I am trying to extract image from the pdf using pdfbox. I have taken help from this post . It worked for some of the pdfs but for others/most it did not. For example, I am not able to extract the figures in this file
After doing some research I found that PDResources.getImages is deprecated. So, I am using PDResources.getXObjects(). With this, I am not able to extract any image from the PDF and instead get this message at the console:
org.apache.pdfbox.pdmodel.graphics.xobject.PDXObjectForm cannot be cast to org.apache.pdfbox.pdmodel.graphics.xobject.PDXObjectImage
Now I am stuck and unable to find the solution. Please assist if anyone can.

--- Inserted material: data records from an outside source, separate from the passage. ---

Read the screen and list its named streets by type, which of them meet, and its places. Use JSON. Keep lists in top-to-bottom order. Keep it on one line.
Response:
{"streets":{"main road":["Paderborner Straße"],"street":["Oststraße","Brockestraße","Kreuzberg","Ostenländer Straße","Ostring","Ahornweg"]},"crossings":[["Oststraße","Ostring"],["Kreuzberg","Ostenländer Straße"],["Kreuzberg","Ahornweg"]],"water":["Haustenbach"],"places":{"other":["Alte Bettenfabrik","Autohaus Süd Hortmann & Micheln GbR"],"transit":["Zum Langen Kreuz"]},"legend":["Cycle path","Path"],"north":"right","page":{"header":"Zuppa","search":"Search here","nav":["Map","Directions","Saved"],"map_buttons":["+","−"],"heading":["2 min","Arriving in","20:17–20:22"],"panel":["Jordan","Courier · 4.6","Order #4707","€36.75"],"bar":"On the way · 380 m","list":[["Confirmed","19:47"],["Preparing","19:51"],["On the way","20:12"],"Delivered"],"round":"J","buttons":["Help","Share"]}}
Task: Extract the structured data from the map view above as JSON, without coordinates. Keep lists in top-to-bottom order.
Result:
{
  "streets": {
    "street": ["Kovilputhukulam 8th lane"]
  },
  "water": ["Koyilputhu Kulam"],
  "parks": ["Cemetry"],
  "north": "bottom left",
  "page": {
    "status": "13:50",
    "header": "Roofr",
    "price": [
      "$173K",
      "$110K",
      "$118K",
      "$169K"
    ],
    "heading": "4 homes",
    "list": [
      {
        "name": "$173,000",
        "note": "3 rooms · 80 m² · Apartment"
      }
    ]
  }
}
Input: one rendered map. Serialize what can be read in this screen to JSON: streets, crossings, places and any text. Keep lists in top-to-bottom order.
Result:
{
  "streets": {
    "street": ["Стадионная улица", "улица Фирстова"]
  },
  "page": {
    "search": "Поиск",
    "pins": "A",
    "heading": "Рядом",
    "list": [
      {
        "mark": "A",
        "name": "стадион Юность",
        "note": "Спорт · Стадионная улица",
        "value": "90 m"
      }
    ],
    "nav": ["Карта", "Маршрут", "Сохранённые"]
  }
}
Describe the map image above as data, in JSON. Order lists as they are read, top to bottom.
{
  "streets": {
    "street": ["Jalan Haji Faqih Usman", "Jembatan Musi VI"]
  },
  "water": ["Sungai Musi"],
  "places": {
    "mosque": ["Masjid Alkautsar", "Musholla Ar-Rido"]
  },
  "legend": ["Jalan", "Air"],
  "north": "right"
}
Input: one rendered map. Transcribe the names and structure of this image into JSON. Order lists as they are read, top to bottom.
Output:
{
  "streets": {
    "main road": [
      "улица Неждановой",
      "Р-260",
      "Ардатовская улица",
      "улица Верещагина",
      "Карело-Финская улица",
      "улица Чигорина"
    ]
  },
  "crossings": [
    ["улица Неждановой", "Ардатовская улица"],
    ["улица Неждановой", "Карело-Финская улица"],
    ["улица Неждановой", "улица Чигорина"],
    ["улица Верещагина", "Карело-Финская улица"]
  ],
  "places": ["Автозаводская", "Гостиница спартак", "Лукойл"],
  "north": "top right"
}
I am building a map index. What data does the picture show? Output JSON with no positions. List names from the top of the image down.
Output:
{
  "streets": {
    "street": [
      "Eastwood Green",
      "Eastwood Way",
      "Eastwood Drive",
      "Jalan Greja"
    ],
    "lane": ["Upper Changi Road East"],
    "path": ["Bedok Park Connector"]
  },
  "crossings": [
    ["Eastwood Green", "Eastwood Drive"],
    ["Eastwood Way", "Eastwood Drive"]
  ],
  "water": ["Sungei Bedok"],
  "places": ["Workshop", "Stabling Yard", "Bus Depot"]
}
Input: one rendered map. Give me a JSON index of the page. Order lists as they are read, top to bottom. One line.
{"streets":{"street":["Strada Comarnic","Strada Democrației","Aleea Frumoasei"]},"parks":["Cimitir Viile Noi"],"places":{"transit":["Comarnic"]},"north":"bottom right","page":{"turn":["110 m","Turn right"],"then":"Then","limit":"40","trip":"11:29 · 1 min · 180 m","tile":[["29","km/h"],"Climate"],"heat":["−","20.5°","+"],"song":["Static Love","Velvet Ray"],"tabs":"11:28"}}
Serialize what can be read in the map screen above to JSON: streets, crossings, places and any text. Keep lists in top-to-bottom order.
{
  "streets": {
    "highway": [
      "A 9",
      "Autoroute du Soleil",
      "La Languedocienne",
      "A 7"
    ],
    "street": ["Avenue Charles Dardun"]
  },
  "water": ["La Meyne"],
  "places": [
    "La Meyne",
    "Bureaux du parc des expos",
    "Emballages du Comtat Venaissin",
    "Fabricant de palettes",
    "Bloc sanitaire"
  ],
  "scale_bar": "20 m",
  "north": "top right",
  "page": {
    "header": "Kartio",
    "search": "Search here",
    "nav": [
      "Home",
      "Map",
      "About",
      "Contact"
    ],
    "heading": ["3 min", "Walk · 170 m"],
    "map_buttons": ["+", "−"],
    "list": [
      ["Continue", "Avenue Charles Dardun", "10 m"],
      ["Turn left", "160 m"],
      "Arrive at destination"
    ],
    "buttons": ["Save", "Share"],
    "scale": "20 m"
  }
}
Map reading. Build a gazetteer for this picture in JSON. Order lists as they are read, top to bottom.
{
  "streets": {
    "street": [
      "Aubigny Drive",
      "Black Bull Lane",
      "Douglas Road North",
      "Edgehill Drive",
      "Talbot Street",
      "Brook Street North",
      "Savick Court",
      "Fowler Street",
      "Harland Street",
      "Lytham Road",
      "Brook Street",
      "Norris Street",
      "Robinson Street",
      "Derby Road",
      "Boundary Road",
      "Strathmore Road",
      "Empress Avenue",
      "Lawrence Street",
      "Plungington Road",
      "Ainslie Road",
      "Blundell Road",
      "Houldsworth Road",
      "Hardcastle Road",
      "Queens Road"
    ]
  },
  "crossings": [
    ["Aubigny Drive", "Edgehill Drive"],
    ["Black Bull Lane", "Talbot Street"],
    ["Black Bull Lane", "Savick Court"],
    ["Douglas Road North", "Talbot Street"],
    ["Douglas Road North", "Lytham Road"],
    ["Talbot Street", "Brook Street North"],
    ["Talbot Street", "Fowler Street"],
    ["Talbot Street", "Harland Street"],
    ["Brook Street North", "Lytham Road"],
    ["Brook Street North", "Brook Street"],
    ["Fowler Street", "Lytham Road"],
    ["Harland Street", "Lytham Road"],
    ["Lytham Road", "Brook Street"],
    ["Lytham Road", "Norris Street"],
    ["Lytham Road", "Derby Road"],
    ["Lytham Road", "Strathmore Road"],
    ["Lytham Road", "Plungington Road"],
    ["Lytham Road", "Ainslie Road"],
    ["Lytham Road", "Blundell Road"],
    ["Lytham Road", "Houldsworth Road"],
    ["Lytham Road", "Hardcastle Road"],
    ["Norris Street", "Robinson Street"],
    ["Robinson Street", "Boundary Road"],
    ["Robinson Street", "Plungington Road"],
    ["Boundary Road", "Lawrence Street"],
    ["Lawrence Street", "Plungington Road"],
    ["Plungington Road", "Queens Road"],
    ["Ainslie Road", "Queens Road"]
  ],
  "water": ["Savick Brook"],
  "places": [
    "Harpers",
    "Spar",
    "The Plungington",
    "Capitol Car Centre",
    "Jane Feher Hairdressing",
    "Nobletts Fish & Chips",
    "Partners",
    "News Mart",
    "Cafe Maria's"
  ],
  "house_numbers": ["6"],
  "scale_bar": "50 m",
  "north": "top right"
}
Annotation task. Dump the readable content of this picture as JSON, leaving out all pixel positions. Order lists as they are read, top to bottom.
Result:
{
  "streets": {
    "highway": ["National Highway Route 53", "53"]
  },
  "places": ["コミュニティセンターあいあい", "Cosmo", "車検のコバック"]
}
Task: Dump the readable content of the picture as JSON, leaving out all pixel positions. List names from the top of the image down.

//////UPDATE AS REPLY ON COMMENTS///
I am using pdfbox-1.8.10
Here is the code:
public void getimg ()throws Exception {
try {
String sourceDir = "C:/Users/admin/Desktop/pdfbox/mypdfbox/pdfbox/inputs/Yavaa.pdf";
String destinationDir = "C:/Users/admin/Desktop/pdfbox/mypdfbox/pdfbox/outputs/";
File oldFile = new File(sourceDir);
if (oldFile.exists()){
PDDocument document = PDDocument.load(sourceDir);
List<PDPage> list = document.getDocumentCatalog().getAllPages();
String fileName = oldFile.getName().replace(".pdf", "_cover");
int totalImages = 1;
for (PDPage page : list) {
PDResources pdResources = page.getResources();
Map pageImages = pdResources.getXObjects();
if (pageImages != null){
Iterator imageIter = pageImages.keySet().iterator();
while (imageIter.hasNext()){
String key = (String) imageIter.next();
Object obj = pageImages.get(key);
if(obj instanceof PDXObjectImage) {
PDXObjectImage pdxObjectImage = (PDXObjectImage) obj;
pdxObjectImage.write2file(destinationDir + fileName+ "_" + totalImages);
totalImages++;
}
}
}
}
} else {
System.err.println("File not exist");
}
}
catch (Exception e){
System.err.println(e.getMessage());
}
}
//// PARTIAL SOLUTION/////
I have solved the problem of the error message. I have updated the correct code in the post as well. However, the problem remains the same. I am still not able to extract the images from few of the files. Like the one, I have mentioned in this post. Any solution in that regards.